Er zijn wel een aantal voorwaarden waar u zich aan moet houden:
1. Schriftelijkheid.
Een proeftijd moet, om het beding geldig te laten zijn, schriftelijk worden overeengekomen. Dit kan in een arbeidsovereenkomst tussen een individuele werkgever en werknemer. Het is ook mogelijk om dit collectief in een CAO tussen werkgevers- en werknemersorganisaties in een bepaalde branche vast te leggen. Het advies is om de proeftijd bij het aangaan van de arbeidsovereenkomst of op het moment dat de werkzaamheden feitelijk aanvangen, schriftelijk vast te leggen. Let op: het is dan wel mogelijk dat de werkgever de arbeidsovereenkomst met onmiddellijke ingang kan opzeggen. Dit is mogelijk vóórdat de werknemer daadwerkelijk begonnen is met werken en de proeftijd is gestart. Aan de andere kant moet een werkgever er ook op bedacht zijn dat een proeftijd begint te lopen vanaf het moment dat de werknemer feitelijk met zijn werkzaamheden begint. Als de werknemer dan ook eerder begint met zijn werk dan de datum dat in de arbeidsovereenkomst is vastgelegd, dan kan het zomaar gebeuren dat de proeftijd feitelijk al is afgelopen terwijl dat op papier nog niet het geval is. Als de werkgever dan uitgaat van de data zoals deze zijn vastgelegd in de arbeidsovereenkomst, dan kan een proeftijdontslag ´te laat´ zijn gegeven en daarmee niet geldig. Het gevolg is dat de werkgever vast zit aan het onderliggende contract.
2. De duur van de proeftijd.
a. arbeidsovereenkomst voor onbepaalde tijd: maximaal twee maanden proeftijd;
b. arbeidsovereenkomst voor bepaalde tijd van maximaal zes maanden: er mag géén proeftijd worden afgesproken;
c. arbeidsovereenkomst voor bepaalde tijd van meer dan zes maanden maar minder dan 2 jaren: maximaal één maand proeftijd mogelijk;
d. arbeidsovereenkomst langer dan 2 jaren: twee maanden proeftijd mogelijk;
e. arbeidsovereenkomst voor bepaalde tijd niet op een kalenderdatum gesteld: er kan een proeftijd van maximaal een maand worden overeengekomen.

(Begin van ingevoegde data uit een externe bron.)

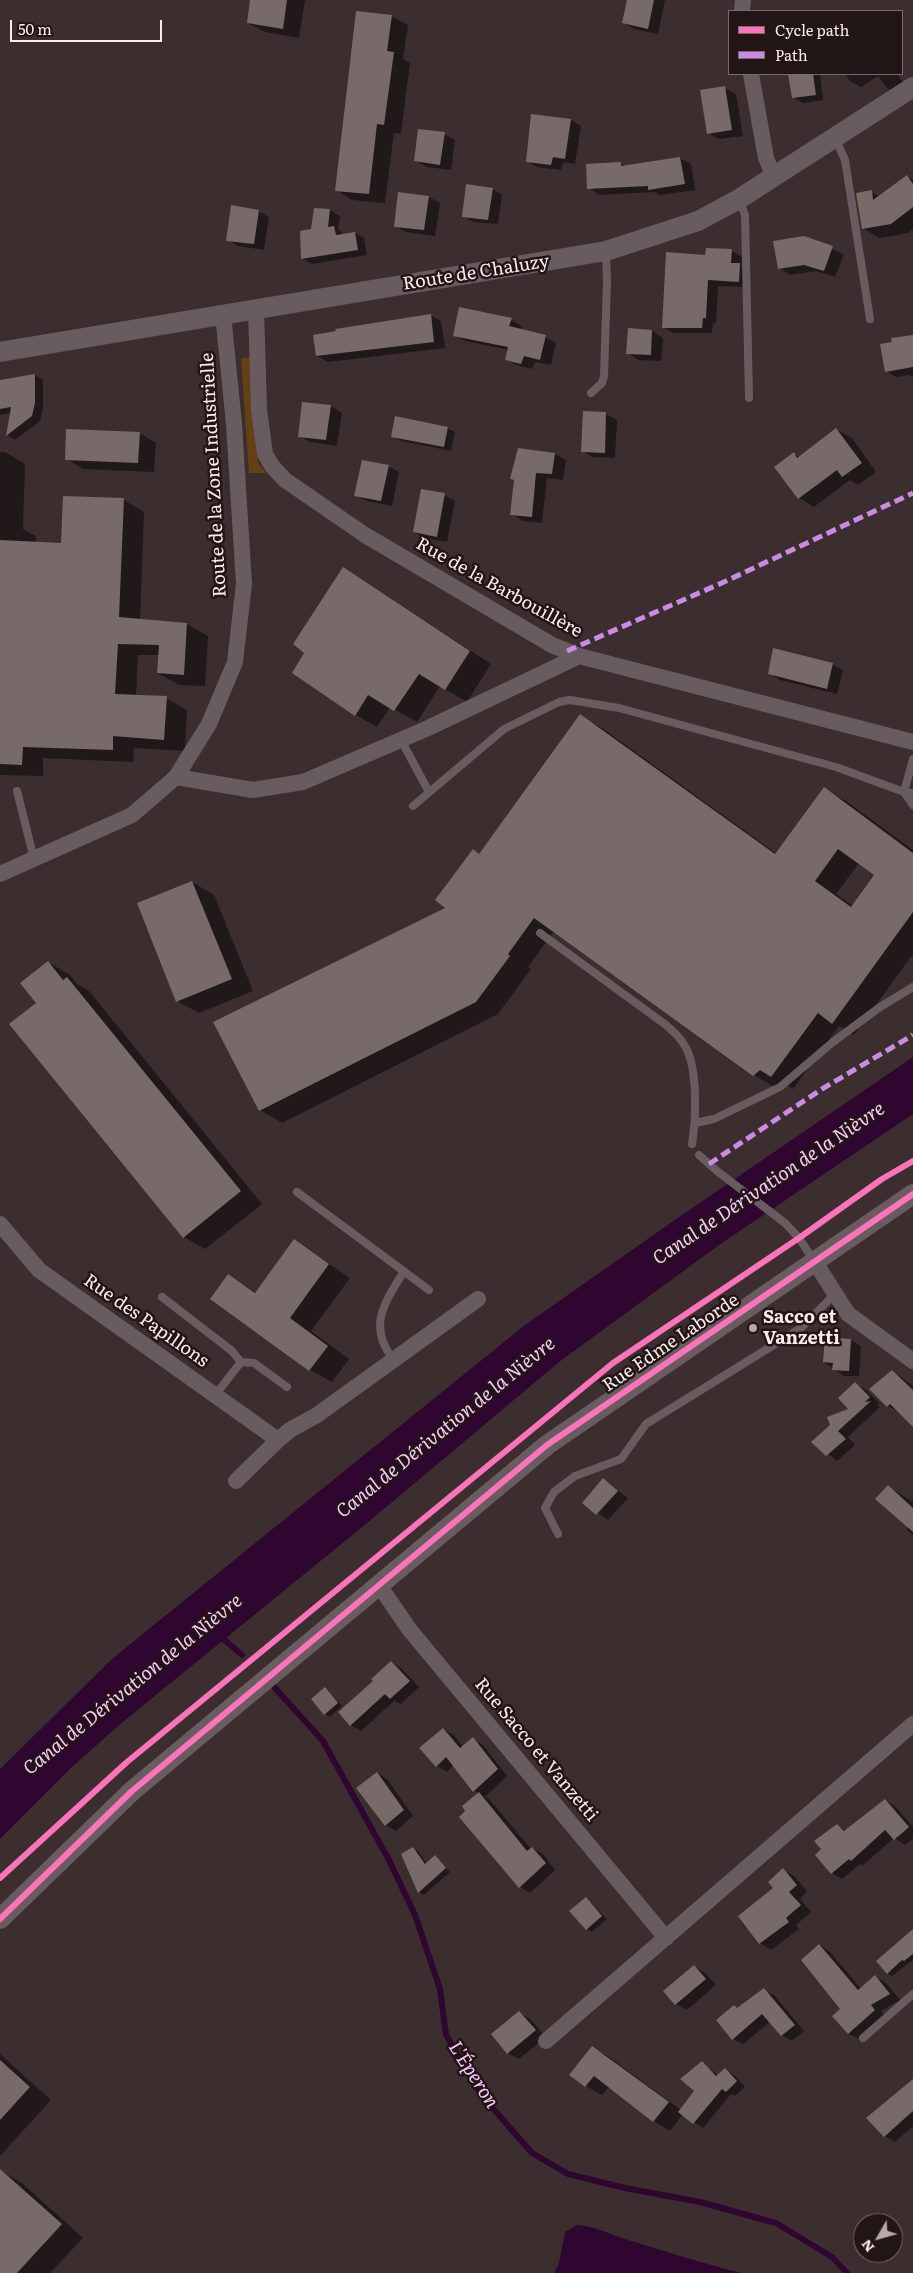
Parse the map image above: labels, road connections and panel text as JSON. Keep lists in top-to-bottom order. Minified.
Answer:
{"streets":{"street":["Route de Chaluzy","Route de la Zone Industrielle","Rue de la Barbouillère","Rue des Papillons","Rue Edme Laborde","Rue Sacco et Vanzetti"]},"crossings":[["Route de Chaluzy","Route de la Zone Industrielle"],["Route de Chaluzy","Rue de la Barbouillère"],["Rue Edme Laborde","Rue Sacco et Vanzetti"]],"water":["Canal de Dérivation de la Nièvre","L'Éperon"],"places":["Sacco et Vanzetti"],"legend":["Cycle path","Path"],"scale_bar":"50 m","north":"bottom left"}
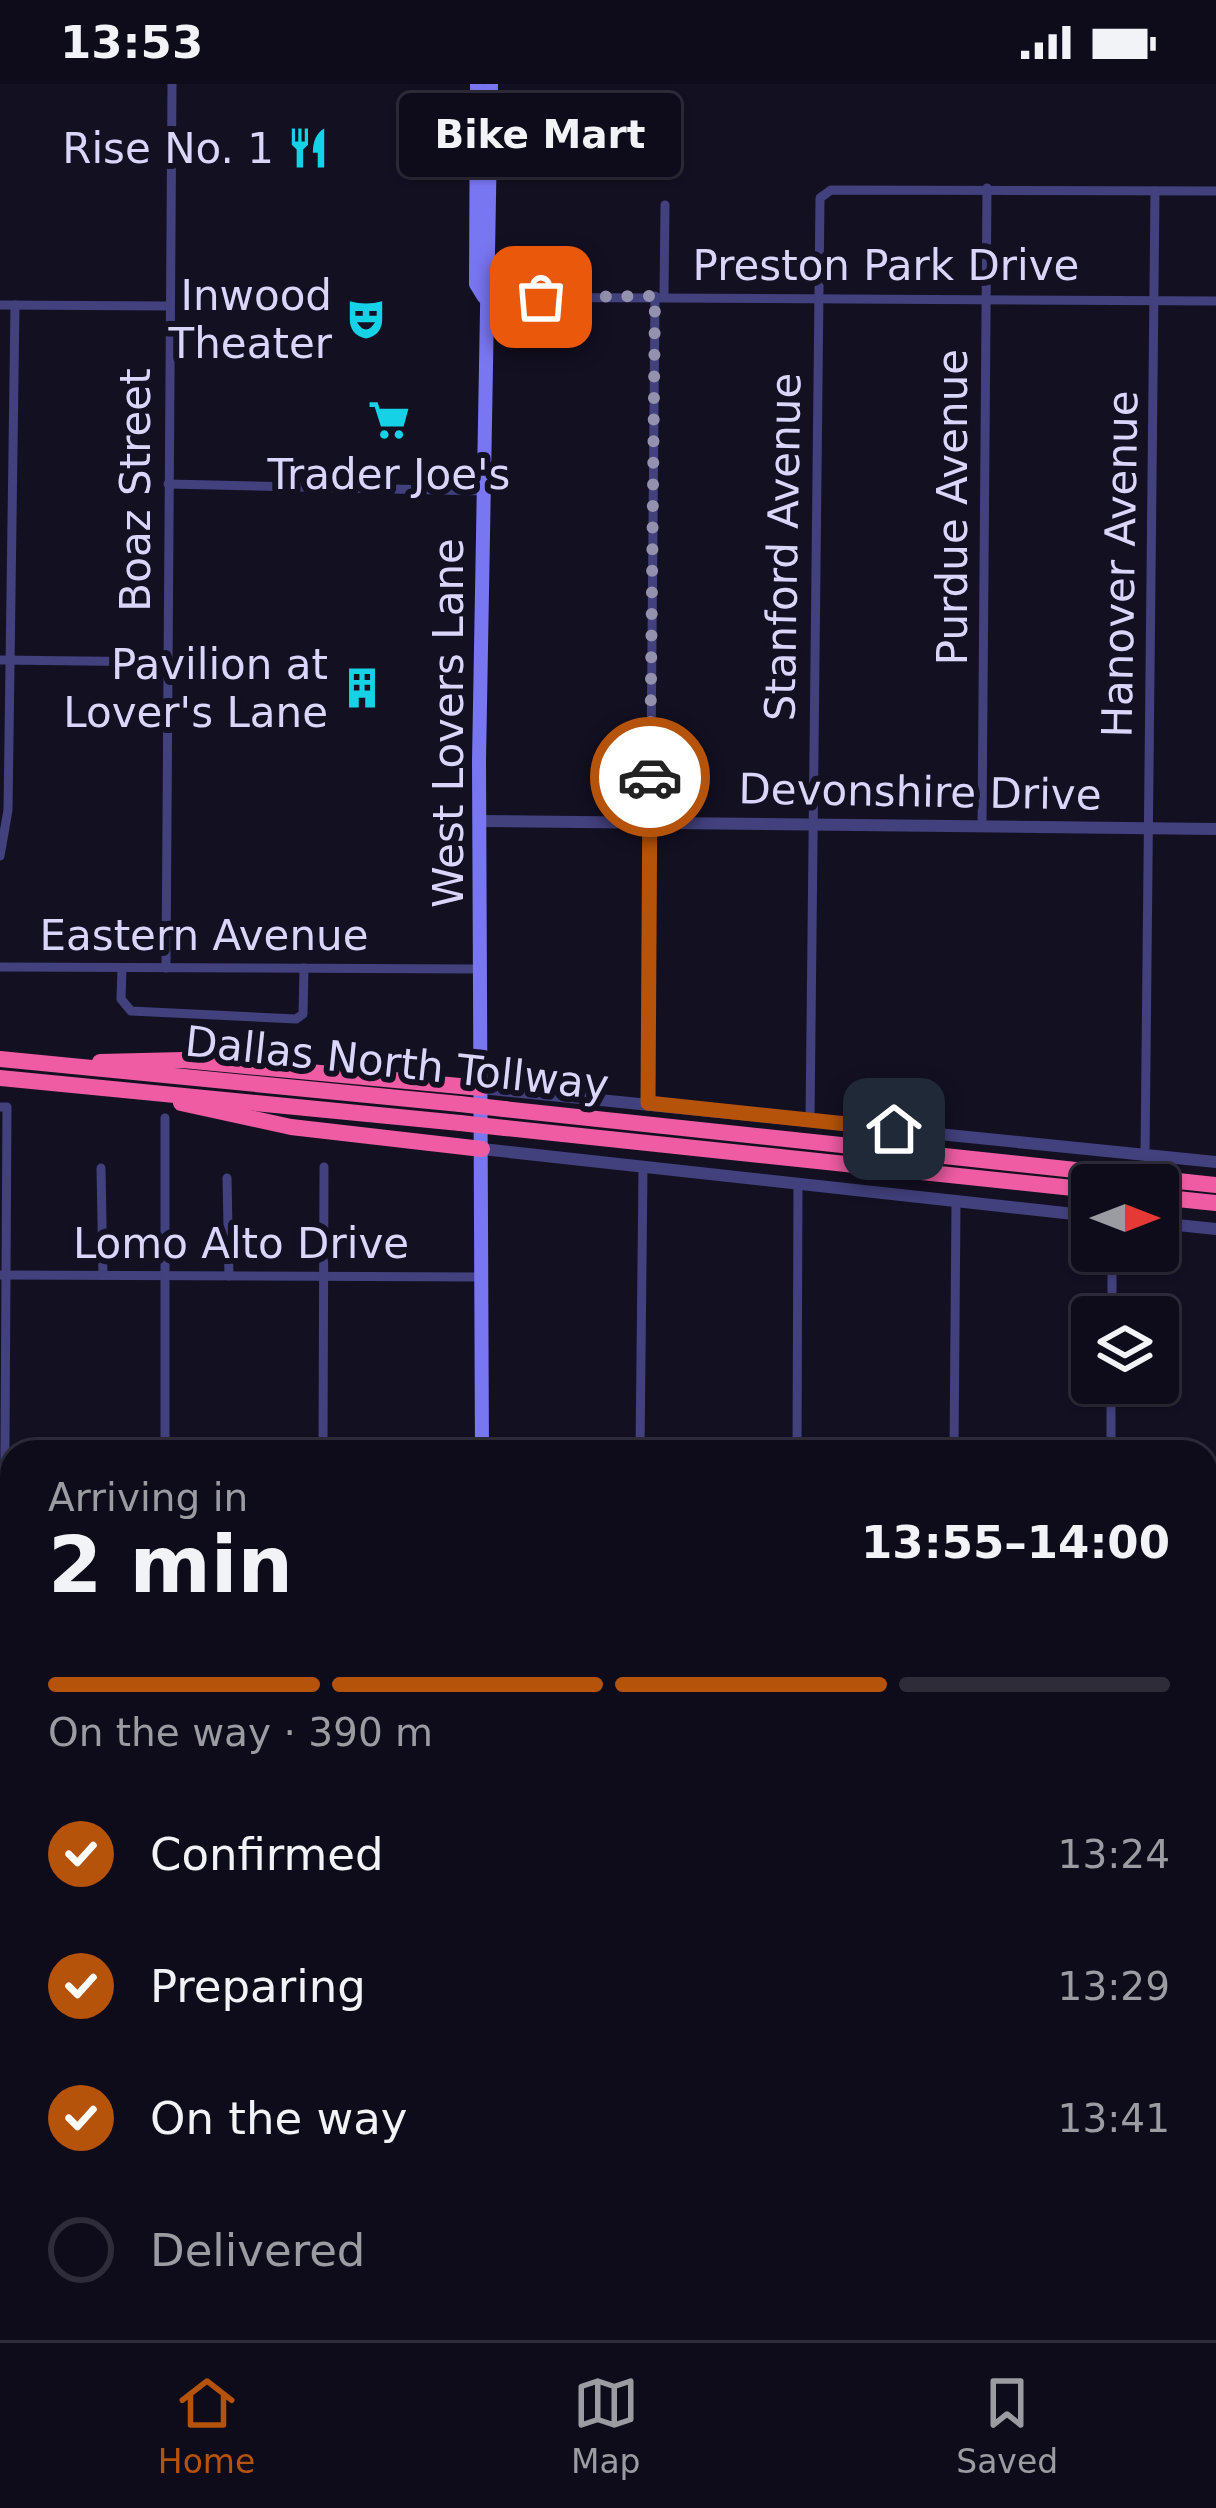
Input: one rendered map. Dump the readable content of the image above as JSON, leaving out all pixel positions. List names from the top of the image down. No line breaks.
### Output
{"streets":{"highway":["Dallas North Tollway"],"main road":["West Lovers Lane"],"street":["Preston Park Drive","Boaz Street","Purdue Avenue","Stanford Avenue","Hanover Avenue","Devonshire Drive","Eastern Avenue","Lomo Alto Drive"]},"crossings":[["Preston Park Drive","Purdue Avenue"],["Preston Park Drive","Stanford Avenue"],["Preston Park Drive","Hanover Avenue"],["Preston Park Drive","West Lovers Lane"],["Boaz Street","Eastern Avenue"],["Purdue Avenue","Stanford Avenue"],["Purdue Avenue","Devonshire Drive"],["Stanford Avenue","Devonshire Drive"],["Hanover Avenue","Devonshire Drive"],["West Lovers Lane","Devonshire Drive"],["West Lovers Lane","Eastern Avenue"],["West Lovers Lane","Lomo Alto Drive"]],"places":{"restaurant":["Rise No. 1"],"other":["Bike Mart"],"theatre":["Inwood Theater"],"supermarket":["Trader Joe's"],"building":["Pavilion at Lover's Lane"]},"north":"right","page":{"status":"13:53","bubble":"Bike Mart","heading":["2 min","Arriving in","13:55–14:00"],"bar":"On the way · 390 m","list":[["Confirmed","13:24"],["Preparing","13:29"],["On the way","13:41"],"Delivered"],"tabs":["Home","Map","Saved"]}}
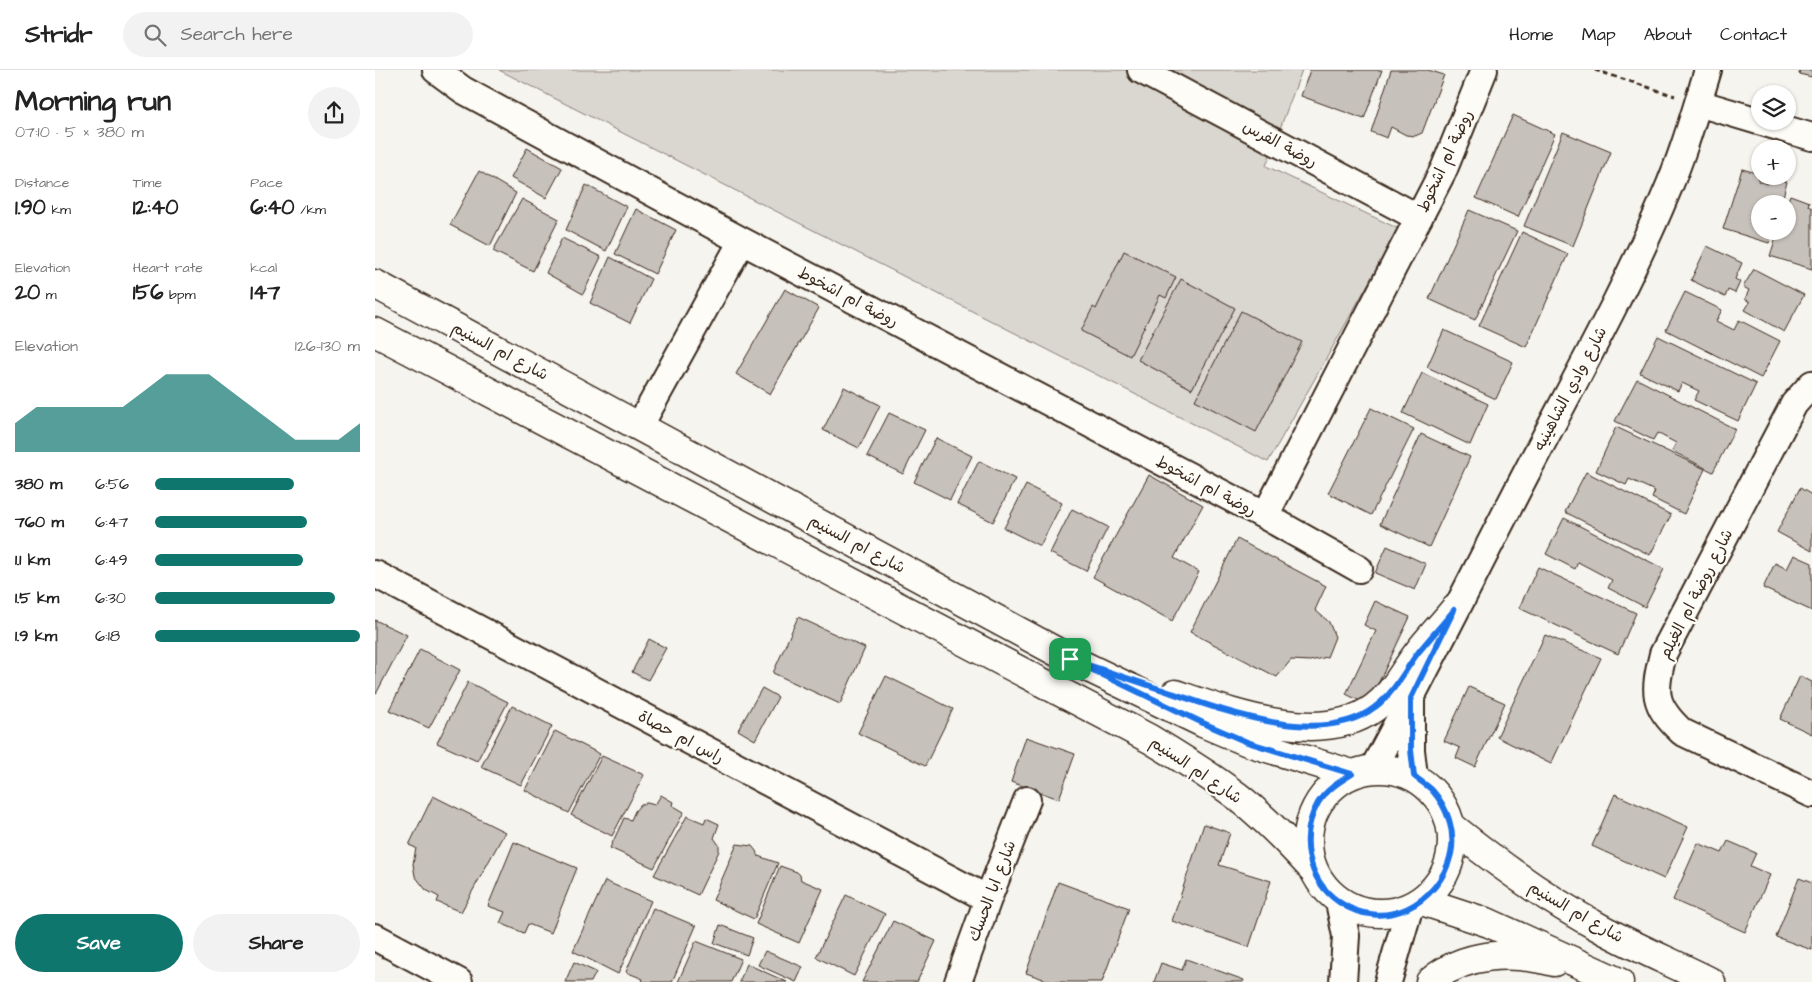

3. De ‘íjzeren proeftijd’.
Met de term ‘ijzeren proeftijd’ wordt bedoeld dat de periode van twee maanden nooit verlengd kan worden door ziekte, vakantie of andere omstandigheden. Dus als de werknemer bijvoorbeeld in de proeftijd twee weken ziek is, dan is het niet mogelijk om afgesproken proeftijd met twee weken op te schorten. Als een proeftijd van drie maanden in een contract voor onbepaalde tijd wordt overeengekomen, is dit beding nietig. Dit betekent dat als een werkgever een beroep doet op dit beding, dan heeft deze afspraak als het ware in het contract nooit bestaan. De arbeidsovereenkomst is als het ware zonder proeftijdbeding overeengekomen.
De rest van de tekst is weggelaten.